Randomized, Double-Blind Parallel-Group, Adaptive, Three-Arm, Phase 2b/3 Multicenter Study to Evaluate the Efficacy and Safety of Zelpultide Alfa in Preventing Bronchopulmonary Dysplasia (BPD) in High-Risk Preterm Neonates Compared to Standard of Care (SOC)
This is a randomized, parallel-group, double-blind, placebo-controlled multicenter phase 2b/3 study with an adaptive seamless design. The goal fo this study is to determine if an investigational drug, Zelpultide Alfa, can reduce the occurrence of Bronchopulmonary Dysplasia (BPD) in extremely premature babies. The study comprises 2 parts: * Part 1: Phase 2b, dose selection and exploratory efficacy and safety. * Part 2: Phase 3, confirmatory efficacy and safety. In Part 1, the study subjects will be randomized with a 1:1:1 allocation ratio to either : 1. Standard of care + zelpultide alfa 4 mg/kg or, 2. Standard of care + zelpultide alfa 6 mg/kg or, 3. Standard of care + placebo (air-sham). In Part 1, all three arms will be evaluated descriptively to support dose selection based on safety, tolerability, and exploratory efficacy signals. Upon completion of Part 1, the DSMC will recommend which Phase 2b dose (selected dose) to progress into Part 2 to the Study Steering Committee, which will decide the dose for Part 2 (Phase 3). A sample size reassessment will be performed after Part 1 completion. In Part 2, the selected dose of zelpultide alfa will be compared against placebo (air-sham) in a confirmatory analysis on the primary and key secondary endpoints. The study subjects will be randomized with a 1:1 allocation ratio to either: 1. Standard of care + zelpultide alfa (selected dose from Part 1), or 2. Standard of care + placebo (air-sham). The main objective in part 2 is to compare the efficacy of zelpultide alfa added to standard of care versus standard of care plus placebo (air-sham) in terms of incidence of grade 2 and grade 3 bronchopulmonary dysplasia (BPD) and death in neonates at high risk for developing BPD. In both parts, treatment will be administered intratracheally. Participants will receive up to 7 administrations of zelpultide alfa at (4mg/kg or 6 mg/kg) or air-sham in 24 h intervals while the subjects are still intubated per standard of care.

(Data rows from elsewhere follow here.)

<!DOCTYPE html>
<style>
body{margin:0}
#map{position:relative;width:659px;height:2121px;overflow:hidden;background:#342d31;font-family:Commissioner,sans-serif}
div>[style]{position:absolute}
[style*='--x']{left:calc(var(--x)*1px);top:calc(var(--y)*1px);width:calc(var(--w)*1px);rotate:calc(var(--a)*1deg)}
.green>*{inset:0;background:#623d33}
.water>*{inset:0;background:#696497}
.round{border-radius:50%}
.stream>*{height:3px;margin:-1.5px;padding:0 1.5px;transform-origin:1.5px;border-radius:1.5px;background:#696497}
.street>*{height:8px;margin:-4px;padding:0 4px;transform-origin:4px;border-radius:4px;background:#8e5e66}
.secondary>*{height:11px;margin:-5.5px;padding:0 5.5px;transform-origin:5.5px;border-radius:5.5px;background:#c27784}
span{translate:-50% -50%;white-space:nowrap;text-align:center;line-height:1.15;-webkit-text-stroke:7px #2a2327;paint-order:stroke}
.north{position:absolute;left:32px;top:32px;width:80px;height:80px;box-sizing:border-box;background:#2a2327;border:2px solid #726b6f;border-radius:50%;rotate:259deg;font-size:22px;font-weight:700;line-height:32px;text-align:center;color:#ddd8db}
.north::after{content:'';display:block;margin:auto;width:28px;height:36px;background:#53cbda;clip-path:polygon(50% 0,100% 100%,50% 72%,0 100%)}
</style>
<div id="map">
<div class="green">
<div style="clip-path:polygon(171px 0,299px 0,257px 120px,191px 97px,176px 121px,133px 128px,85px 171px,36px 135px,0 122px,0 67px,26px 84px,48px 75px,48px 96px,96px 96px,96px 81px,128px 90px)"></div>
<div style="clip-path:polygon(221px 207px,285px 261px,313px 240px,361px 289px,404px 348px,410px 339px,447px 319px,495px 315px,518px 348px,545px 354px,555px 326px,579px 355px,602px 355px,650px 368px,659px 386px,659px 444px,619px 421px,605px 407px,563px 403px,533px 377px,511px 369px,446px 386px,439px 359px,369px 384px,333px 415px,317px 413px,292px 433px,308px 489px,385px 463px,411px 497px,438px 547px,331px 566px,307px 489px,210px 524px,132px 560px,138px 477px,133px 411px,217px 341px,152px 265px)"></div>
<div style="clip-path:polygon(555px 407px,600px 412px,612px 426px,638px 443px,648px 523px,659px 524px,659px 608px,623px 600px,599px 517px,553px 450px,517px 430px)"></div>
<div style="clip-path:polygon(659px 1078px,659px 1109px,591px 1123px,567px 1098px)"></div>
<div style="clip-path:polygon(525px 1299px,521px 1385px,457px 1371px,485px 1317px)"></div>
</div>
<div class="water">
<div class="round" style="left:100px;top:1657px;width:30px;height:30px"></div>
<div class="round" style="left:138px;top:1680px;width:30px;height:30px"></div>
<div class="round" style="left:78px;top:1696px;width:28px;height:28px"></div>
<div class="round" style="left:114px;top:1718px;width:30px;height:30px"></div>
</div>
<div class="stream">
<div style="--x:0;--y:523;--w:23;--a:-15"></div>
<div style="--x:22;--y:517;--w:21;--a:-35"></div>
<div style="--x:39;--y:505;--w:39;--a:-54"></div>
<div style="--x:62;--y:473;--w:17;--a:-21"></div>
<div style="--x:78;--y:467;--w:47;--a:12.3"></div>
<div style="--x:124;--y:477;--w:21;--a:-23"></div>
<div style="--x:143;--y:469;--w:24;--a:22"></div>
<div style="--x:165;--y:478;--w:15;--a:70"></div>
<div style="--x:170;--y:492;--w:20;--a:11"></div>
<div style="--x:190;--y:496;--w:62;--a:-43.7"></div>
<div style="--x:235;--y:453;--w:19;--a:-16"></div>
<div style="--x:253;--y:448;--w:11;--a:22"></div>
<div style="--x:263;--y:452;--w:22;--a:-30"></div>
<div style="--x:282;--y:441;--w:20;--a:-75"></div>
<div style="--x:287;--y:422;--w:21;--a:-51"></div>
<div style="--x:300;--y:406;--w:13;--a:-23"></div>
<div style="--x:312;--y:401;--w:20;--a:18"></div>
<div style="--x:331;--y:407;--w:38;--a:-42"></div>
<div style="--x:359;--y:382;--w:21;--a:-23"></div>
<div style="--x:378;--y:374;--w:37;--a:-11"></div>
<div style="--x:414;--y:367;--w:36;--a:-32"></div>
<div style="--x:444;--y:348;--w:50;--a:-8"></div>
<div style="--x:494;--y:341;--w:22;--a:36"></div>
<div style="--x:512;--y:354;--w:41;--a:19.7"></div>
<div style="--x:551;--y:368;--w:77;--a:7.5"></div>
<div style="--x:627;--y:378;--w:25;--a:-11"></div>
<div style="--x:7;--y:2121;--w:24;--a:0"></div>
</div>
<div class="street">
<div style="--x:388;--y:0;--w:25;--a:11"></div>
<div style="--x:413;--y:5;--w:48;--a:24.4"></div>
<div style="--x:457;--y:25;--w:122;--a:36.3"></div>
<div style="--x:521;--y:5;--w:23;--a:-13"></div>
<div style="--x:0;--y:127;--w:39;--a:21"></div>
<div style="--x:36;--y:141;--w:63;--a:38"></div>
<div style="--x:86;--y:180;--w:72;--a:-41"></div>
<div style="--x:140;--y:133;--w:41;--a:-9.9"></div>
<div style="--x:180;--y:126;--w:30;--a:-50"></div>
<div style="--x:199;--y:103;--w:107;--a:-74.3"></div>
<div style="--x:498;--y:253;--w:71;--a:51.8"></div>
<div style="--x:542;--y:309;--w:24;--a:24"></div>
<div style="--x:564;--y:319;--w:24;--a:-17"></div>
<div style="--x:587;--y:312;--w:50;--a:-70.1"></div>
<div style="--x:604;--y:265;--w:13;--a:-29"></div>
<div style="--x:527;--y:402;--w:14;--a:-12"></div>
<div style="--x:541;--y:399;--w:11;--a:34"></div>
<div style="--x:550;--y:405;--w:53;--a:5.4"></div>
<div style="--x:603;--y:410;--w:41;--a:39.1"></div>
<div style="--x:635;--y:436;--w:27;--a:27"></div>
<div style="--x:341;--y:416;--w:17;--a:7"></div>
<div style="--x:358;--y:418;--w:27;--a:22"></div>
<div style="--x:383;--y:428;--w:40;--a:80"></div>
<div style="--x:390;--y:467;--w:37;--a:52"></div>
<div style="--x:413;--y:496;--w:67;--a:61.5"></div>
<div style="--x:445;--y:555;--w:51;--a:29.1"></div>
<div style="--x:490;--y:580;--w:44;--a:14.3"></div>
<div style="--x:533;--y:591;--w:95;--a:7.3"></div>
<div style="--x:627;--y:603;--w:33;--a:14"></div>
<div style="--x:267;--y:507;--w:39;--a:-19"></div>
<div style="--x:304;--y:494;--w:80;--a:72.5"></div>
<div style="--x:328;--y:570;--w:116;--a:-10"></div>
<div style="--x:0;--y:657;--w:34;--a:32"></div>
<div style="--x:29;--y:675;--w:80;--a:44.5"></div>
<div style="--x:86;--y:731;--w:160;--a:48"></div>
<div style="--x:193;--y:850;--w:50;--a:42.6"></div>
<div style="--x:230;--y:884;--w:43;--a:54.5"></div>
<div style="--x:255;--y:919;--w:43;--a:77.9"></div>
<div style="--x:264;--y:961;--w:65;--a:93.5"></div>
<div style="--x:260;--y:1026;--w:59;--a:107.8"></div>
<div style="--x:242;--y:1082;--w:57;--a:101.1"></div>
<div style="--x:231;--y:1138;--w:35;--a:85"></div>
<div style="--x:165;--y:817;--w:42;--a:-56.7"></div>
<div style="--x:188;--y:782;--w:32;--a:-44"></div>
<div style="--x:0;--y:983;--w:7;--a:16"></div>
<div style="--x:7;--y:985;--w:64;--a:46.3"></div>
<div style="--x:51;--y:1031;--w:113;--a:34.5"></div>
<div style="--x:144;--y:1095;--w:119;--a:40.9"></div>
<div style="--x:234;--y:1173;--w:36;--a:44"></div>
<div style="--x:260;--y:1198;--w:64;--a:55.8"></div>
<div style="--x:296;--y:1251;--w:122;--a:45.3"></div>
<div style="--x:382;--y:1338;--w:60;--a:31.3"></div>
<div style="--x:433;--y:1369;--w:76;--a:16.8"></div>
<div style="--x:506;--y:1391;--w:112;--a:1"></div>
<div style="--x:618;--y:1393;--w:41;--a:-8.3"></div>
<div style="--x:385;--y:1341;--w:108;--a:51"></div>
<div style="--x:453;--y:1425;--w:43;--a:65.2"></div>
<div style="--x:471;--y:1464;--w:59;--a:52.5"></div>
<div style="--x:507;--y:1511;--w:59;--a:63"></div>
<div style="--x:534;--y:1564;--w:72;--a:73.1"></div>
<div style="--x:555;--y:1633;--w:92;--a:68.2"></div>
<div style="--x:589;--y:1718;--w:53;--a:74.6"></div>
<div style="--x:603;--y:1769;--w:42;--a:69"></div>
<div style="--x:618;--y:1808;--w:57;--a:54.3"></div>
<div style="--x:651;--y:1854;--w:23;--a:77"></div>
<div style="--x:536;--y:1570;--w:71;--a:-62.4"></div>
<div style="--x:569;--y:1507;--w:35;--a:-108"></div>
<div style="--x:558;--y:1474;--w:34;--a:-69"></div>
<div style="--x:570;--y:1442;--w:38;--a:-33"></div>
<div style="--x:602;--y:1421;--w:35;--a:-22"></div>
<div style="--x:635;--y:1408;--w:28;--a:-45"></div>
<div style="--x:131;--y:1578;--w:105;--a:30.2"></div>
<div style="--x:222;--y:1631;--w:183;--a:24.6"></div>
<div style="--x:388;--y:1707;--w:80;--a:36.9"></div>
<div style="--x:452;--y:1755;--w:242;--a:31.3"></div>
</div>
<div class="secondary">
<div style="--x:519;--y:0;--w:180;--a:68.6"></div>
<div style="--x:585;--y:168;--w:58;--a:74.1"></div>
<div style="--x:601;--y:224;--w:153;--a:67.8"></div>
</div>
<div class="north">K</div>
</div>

• Born between gestational age (GA) 22 0/7 to 27 6/7 weeks, inclusive.
• Received at least 1 dose of SOC-indicated animal-derived pulmonary surfactant treatment after birth.
• Intubated and on invasive mechanical ventilation per SOC.
• Able to receive the first dose of zelpultide alfa or air-sham at least 15 min after the surfactant administration but within 96 h of birth and within 48 h from the start of invasive mechanical ventilation. Subjects extubated and re-intubated after their pulmonary surfactant dose(s) are eligible as long as the inclusion criteria are met.
• Informed consent and personal information authorization form signed by the subject's parent(s) or legal guardian(s).